Counting is memory-bandwidth-bound, so every implementation converges near 7–14 GB/s and simdutf edges ahead on the multi-byte scripts; the decisive win is find_nth_utf8, where StringZilla is an order of magnitude faster than the standard library.

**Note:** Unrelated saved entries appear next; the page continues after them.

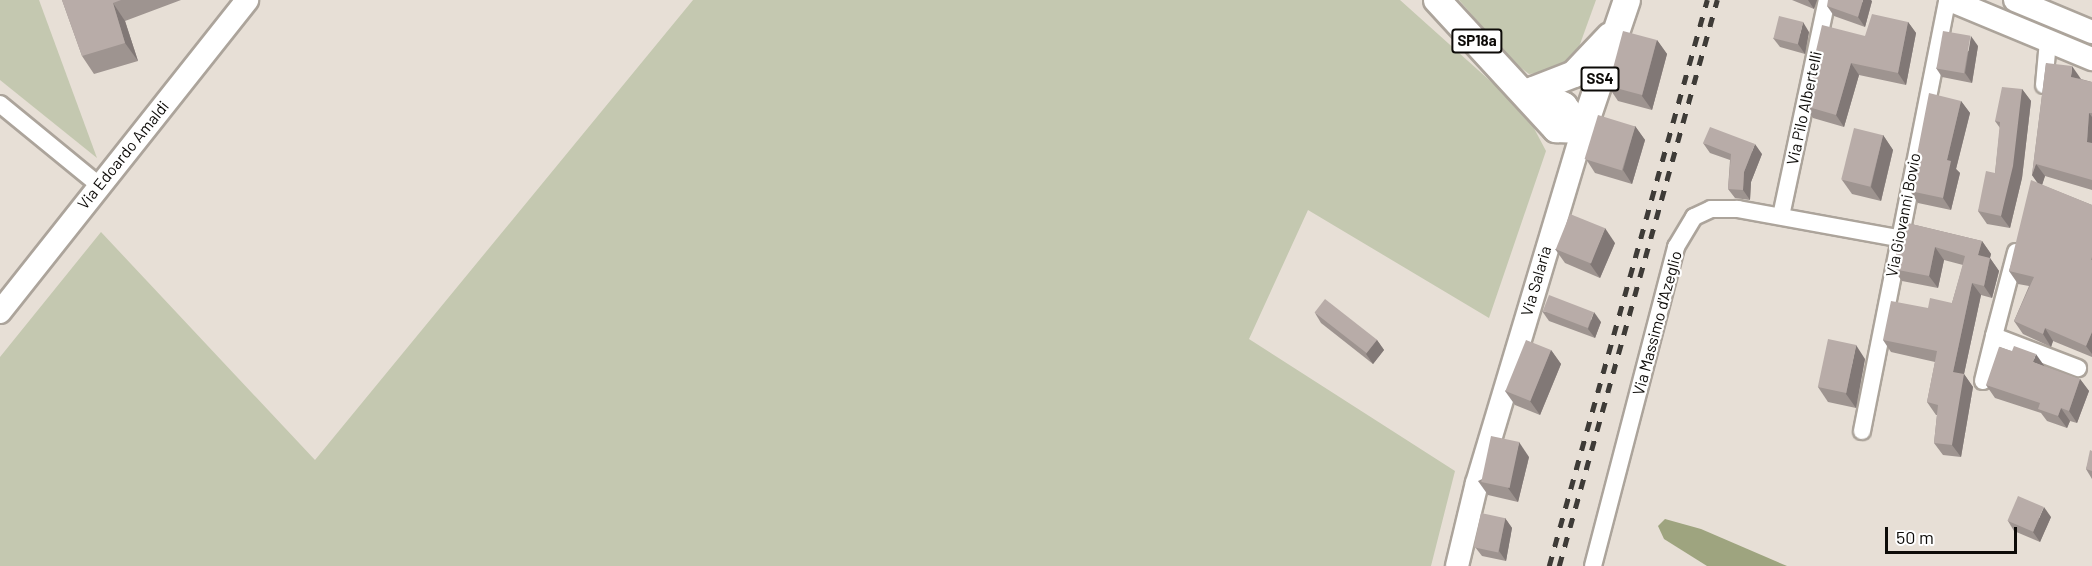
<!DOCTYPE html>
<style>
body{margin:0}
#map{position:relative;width:2092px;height:566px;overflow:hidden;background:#e7dfd6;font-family:Barlow,sans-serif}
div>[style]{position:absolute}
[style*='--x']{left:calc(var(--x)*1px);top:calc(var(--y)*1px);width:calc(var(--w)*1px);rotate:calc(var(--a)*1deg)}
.green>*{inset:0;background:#c4c8b0}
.forest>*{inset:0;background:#9ea47f}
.roads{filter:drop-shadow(2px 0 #aca49b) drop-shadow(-2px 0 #aca49b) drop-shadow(0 2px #aca49b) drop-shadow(0 -2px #aca49b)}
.street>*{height:16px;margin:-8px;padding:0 8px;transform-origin:8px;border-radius:8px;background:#fff}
.secondary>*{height:22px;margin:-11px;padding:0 11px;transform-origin:11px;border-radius:11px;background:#fff}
.primary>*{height:26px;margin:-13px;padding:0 13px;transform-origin:13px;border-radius:13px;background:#fff}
.rail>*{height:4.5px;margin-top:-2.25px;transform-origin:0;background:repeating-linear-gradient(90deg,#3e3b37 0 10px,transparent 0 20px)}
.wall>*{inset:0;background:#9e9490}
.shaded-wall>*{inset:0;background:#817876}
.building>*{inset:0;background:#b8aca8;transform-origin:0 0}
span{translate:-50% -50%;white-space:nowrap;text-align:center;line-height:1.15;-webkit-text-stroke:4.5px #fff;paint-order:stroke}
.shield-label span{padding:2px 4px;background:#fff;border:2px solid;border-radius:4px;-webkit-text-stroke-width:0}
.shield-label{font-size:15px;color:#0d0b08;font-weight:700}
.street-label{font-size:16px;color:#0d0b08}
.scale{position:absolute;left:1885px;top:527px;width:132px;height:27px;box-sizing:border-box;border:3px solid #0d0b08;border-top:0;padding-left:8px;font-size:18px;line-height:21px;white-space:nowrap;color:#0d0b08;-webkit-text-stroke:4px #fff;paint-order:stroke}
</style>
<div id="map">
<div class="green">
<i style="clip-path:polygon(0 0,39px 0,97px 158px,0 80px)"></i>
<i style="clip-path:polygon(693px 0,1400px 0,1526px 113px,1546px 151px,1489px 318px,1308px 210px,1249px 339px,1455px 471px,1431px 566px,0 566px,0 357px,101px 232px,315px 460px)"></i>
<i style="clip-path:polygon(1459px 0,1596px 0,1571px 69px,1529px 74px,1512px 61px)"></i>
</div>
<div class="forest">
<i style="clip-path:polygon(1665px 519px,1701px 529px,1787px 566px,1707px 566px,1664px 539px,1658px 526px)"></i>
</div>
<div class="roads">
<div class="street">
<i style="--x:2044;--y:85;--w:44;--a:-84.8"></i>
<i style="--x:0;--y:104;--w:128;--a:39.3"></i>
<i style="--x:1781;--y:216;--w:221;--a:-78"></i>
<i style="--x:2016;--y:252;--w:87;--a:104.7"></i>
<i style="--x:1994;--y:336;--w:90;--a:20.9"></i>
<i style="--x:1983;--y:381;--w:46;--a:-76.3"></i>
<i style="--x:1862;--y:431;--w:439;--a:-78.8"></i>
<i style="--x:1593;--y:566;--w:330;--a:-75.4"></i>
<i style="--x:1676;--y:247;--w:35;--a:-59"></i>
<i style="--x:1694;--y:217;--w:19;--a:-25"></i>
<i style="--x:1711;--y:209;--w:27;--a:0"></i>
<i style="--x:1738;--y:209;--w:163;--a:10.3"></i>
</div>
<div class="secondary">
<i style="--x:1950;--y:0;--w:154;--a:22.6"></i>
<i style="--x:2015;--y:0;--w:83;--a:22.6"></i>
<i style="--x:0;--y:312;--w:398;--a:-51.6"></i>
<i style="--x:1457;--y:566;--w:85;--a:-76.5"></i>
<i style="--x:1477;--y:483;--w:369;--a:-73.3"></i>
</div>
<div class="primary">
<i style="--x:1437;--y:0;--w:176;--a:47.3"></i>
<i style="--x:1556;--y:129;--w:27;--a:2"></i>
<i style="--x:1533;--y:90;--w:44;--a:-21.3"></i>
<i style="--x:1574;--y:74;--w:52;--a:-46.5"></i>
<i style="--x:1533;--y:90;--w:35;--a:27"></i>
<i style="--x:1564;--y:106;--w:31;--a:52"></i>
<i style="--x:1583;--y:130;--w:137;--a:-71.3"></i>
</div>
</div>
<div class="rail">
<i style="--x:1549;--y:566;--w:588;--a:-74.4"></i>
<i style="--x:1559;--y:566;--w:588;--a:-74.4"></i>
</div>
<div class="wall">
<i style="clip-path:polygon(62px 0,181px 0,125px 21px,138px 61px,94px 74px,82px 56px)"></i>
<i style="clip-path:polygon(1792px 0,1817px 0,1814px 9px)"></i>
<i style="clip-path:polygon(1872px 1px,1865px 27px,1834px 16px,1827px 6px)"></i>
<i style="clip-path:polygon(1908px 22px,1916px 33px,1906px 85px,1859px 75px,1844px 127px,1813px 118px,1805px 106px,1818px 58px,1815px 55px,1865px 36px)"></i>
<i style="clip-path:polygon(1809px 32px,1805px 54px,1780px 47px,1773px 38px)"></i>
<i style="clip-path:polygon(1657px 40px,1667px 54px,1652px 110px,1618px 101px,1608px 86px)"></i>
<i style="clip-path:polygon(1978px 46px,1972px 83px,1942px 77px,1936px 68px)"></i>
<i style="clip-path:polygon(2046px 63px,2081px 79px,2092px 82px,2092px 190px,2045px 176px,2042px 185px,2092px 205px,2092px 357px,2053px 341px,2051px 347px,2023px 334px,2014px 321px,2029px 286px,2018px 284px,2009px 271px,2038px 183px,2032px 175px)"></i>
<i style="clip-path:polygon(2022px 89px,2031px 101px,2022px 178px,2010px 228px,1987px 224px,1978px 211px,1995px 173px,2000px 128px,1995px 121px)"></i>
<i style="clip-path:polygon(1961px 101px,1970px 113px,1956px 169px,1960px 173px,1951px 210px,1918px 203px,1910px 191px)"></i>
<i style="clip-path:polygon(1635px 126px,1645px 140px,1632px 184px,1595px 173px,1586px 159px)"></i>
<i style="clip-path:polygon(1883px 135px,1893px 150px,1881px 201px,1852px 194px,1842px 180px)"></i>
<i style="clip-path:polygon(1703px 143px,1762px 154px,1751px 182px,1750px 200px,1735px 198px,1728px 189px,1730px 160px,1710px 153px)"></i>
<i style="clip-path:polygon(1903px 222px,1982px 241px,1991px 254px,1990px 258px,1999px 271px,1992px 298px,1981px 295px,1964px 374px,1973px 387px,1961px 457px,1943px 455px,1934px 443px,1937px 415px,1936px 415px,1927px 402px,1935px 362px,1891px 352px,1883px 340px,1928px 308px,1952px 303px,1963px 265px,1944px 260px,1938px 288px,1902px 281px,1893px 269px)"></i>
<i style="clip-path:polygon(1615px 243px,1600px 278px,1565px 263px,1555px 249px)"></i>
<i style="clip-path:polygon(1542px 311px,1601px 322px,1595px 338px,1549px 321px)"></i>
<i style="clip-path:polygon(1315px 313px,1377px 340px,1384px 350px,1373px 364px,1321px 323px)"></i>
<i style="clip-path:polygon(1551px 350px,1561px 364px,1540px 415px,1515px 405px,1505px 391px)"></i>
<i style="clip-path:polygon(1865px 359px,1856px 408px,1828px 402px,1818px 387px)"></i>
<i style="clip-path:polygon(2044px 366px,2080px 379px,2089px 391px,2077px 423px,2070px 421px,2067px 428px,2047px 421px,2041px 413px,1995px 398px,1986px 385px)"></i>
<i style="clip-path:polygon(2092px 451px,2092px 479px,2086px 469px)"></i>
<i style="clip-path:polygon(1529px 457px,1518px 502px,1488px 495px,1478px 481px)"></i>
<i style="clip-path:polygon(2051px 517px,2040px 542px,2014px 531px,2008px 521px)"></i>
<i style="clip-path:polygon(1505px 518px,1512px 528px,1506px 561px,1482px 556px,1475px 547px)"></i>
</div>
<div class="shaded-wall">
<i style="clip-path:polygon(1808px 0,1817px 0,1814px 9px)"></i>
<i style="clip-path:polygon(1863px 0,1871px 0,1872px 1px,1865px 27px,1858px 17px)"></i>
<i style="clip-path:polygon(113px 3px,125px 21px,138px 61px,125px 43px)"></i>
<i style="clip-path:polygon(1803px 22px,1809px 32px,1805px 54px,1798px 44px)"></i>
<i style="clip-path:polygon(1908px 22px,1916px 33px,1906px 85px,1898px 73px)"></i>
<i style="clip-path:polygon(1971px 36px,1978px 46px,1972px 83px,1965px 73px)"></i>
<i style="clip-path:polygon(1657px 40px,1667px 54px,1652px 110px,1642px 96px)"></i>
<i style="clip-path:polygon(1851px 63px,1859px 75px,1844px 127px,1836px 115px)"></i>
<i style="clip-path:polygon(2072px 66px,2081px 79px,2071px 77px)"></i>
<i style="clip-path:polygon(2022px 89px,2031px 101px,2022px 178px,2010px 228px,2001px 216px)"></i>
<i style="clip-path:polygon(1961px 101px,1970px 113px,1956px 169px,1960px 173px,1951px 210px,1943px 198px,1947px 160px)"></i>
<i style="clip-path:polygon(2089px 113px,2092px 117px,2092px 149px,2087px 142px)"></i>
<i style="clip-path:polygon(1635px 126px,1645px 140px,1632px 184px,1623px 170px)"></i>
<i style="clip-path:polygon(1883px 135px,1893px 150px,1881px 201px,1871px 187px)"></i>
<i style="clip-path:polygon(1755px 144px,1762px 154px,1751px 182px,1750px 200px,1743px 190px,1744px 172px)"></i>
<i style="clip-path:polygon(2036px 164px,2045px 176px,2041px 188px,2032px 175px)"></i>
<i style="clip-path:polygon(1605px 228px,1615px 243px,1600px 278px,1590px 264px)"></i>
<i style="clip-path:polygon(1982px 241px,1991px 254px,1987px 268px,1978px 255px)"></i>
<i style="clip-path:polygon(1935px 247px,1944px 260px,1938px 288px,1929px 276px)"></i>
<i style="clip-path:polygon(1990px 258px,1999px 271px,1992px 298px,1984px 286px)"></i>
<i style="clip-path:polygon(1972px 283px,1981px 295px,1964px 374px,1973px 387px,1961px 457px,1952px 445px,1953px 372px)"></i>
<i style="clip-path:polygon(1594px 312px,1601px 322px,1595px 338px,1588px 329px)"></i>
<i style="clip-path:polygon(2045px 328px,2053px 341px,2051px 347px,2043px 334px)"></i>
<i style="clip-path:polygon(2092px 332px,2092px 354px,2086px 346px)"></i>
<i style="clip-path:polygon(1377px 340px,1384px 350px,1373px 364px,1366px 354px)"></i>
<i style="clip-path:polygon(1856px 345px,1865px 359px,1856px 408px,1846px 394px)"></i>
<i style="clip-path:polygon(1551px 350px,1561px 364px,1540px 415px,1530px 401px)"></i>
<i style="clip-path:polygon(2036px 354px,2045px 367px,2033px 362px)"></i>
<i style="clip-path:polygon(2080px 379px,2089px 391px,2077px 423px,2069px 411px)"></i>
<i style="clip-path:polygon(2061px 408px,2070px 421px,2067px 428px,2058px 416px)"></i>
<i style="clip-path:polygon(1519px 442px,1529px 457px,1518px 502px,1508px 488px)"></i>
<i style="clip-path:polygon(2044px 507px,2051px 517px,2040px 542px,2033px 532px)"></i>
<i style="clip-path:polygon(1505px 518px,1512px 528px,1506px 561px,1499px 551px)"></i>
</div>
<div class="building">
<i style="clip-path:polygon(62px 0,121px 0,113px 3px,125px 43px,82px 56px)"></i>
<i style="clip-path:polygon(1828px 0,1863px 0,1858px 17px,1827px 6px)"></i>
<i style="clip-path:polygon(1872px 14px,1908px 22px,1898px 73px,1851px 63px,1836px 115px,1805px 106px,1819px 56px,1815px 55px,1822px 25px,1865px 36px)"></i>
<i style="left:1779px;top:16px;width:25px;height:23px;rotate:14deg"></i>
<i style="left:1623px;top:31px;width:35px;height:57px;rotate:15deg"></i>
<i style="left:1943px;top:31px;width:28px;height:38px;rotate:10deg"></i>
<i style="clip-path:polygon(2046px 63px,2072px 66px,2071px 77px,2092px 82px,2092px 113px,2089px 113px,2087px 142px,2092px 143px,2092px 180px,2036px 164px,2032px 175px)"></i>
<i style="clip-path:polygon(2002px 87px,2022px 89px,2013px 166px,2001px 216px,1978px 211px,1986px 171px,1995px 173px,2000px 122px,1995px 121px)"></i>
<i style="clip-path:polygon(1929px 93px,1961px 101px,1947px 160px,1951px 161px,1943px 198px,1910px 191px)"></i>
<i style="left:1598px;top:115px;width:39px;height:46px;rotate:17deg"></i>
<i style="clip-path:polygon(1710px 127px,1755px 144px,1744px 172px,1743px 190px,1728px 189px,1731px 154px,1703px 143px)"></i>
<i style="left:1854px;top:128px;width:30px;height:53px;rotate:14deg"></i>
<i style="clip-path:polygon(2031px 180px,2092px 205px,2092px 257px,2091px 260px,2092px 260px,2092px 332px,2086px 346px,2045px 328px,2043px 334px,2014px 321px,2034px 277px,2009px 271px)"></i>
<i style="left:1570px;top:214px;width:38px;height:38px;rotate:22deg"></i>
<i style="clip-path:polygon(1903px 222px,1982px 241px,1978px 255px,1990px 258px,1984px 286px,1972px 283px,1953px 372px,1964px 374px,1952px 445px,1934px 443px,1938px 405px,1927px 402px,1937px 351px,1883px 340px,1891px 301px,1928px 308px,1930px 298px,1952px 303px,1965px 256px,1935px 247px,1929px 276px,1893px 269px)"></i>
<i style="left:1549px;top:295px;width:48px;height:17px;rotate:21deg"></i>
<i style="left:1325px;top:299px;width:66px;height:17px;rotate:38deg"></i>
<i style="left:1828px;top:339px;width:29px;height:49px;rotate:12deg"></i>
<i style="left:1526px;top:340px;width:27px;height:55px;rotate:22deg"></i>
<i style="clip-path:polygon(2014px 346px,2036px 354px,2033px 362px,2080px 379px,2069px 411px,2061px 408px,2058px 416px,2038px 409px,2040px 403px,1986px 385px,1999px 347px,2012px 351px)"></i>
<i style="left:1491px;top:436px;width:29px;height:47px;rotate:12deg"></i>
<i style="clip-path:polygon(2090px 450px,2092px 451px,2092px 471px,2086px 469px)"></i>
<i style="left:2018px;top:496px;width:28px;height:27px;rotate:23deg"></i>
<i style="left:1481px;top:513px;width:25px;height:35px;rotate:12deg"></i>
</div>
<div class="shield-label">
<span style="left:1477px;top:41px">SP18a</span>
<span style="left:1600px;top:79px">SS4</span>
</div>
<div class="street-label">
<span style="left:1804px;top:108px;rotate:-78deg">Via Pilo Albertelli</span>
<span style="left:123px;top:155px;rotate:-51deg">Via Edoardo Amaldi</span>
<span style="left:1903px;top:215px;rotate:-79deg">Via Giovanni Bovio</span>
<span style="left:1536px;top:281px;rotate:-74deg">Via Salaria</span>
<span style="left:1657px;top:323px;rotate:-75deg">Via Massimo d'Azeglio</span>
</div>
<div class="scale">50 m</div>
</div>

Intel Xeon4 Sapphire Rapids
| Library | English | Chinese | Arabic | French | Korean |
|---|---|---|---|---|---|
| Count UTF-8 codepoints: | |||||
stringzilla::count_utf8 | 7.24 GB/s | 6.93 GB/s | 7.23 GB/s | 7.23 GB/s | 13.28 GB/s |
simdutf::count_utf8 | 7.06 GB/s | 7.67 GB/s | 8.15 GB/s | 7.08 GB/s | 14.05 GB/s |
std::chars.count | 6.59 GB/s | 6.85 GB/s | 7.07 GB/s | 6.54 GB/s | 8.37 GB/s |
| Byte offset of the Nth codepoint: | |||||
stringzilla::find_nth_utf8 | 7.14 GB/s | 7.57 GB/s | 8.78 GB/s | 7.62 GB/s | 12.14 GB/s |
std::char_indices.nth | 0.83 GB/s | 0.97 GB/s | 0.57 GB/s | 0.67 GB/s | 0.72 GB/s |
Measured June 17, 2026 on an Intel Xeon4 Sapphire Rapids.
To rerun the benchmarks for all languages:
RUSTFLAGS="-C target-cpu=native" cargo build --release --bench bench_tokenization --features bench_tokenization
bin=$(find target/release/deps -name 'bench_tokenization-*' -executable -type f | head -1)
for f in leipzig*.txt; do
[ -f "$f" ] || continue
echo "=== $f ==="
STRINGWARS_DATASET="$f" STRINGWARS_TOKENS=file STRINGWARS_FILTER="tokenize" "$bin"
done
See README.md for dataset information and replication instructions.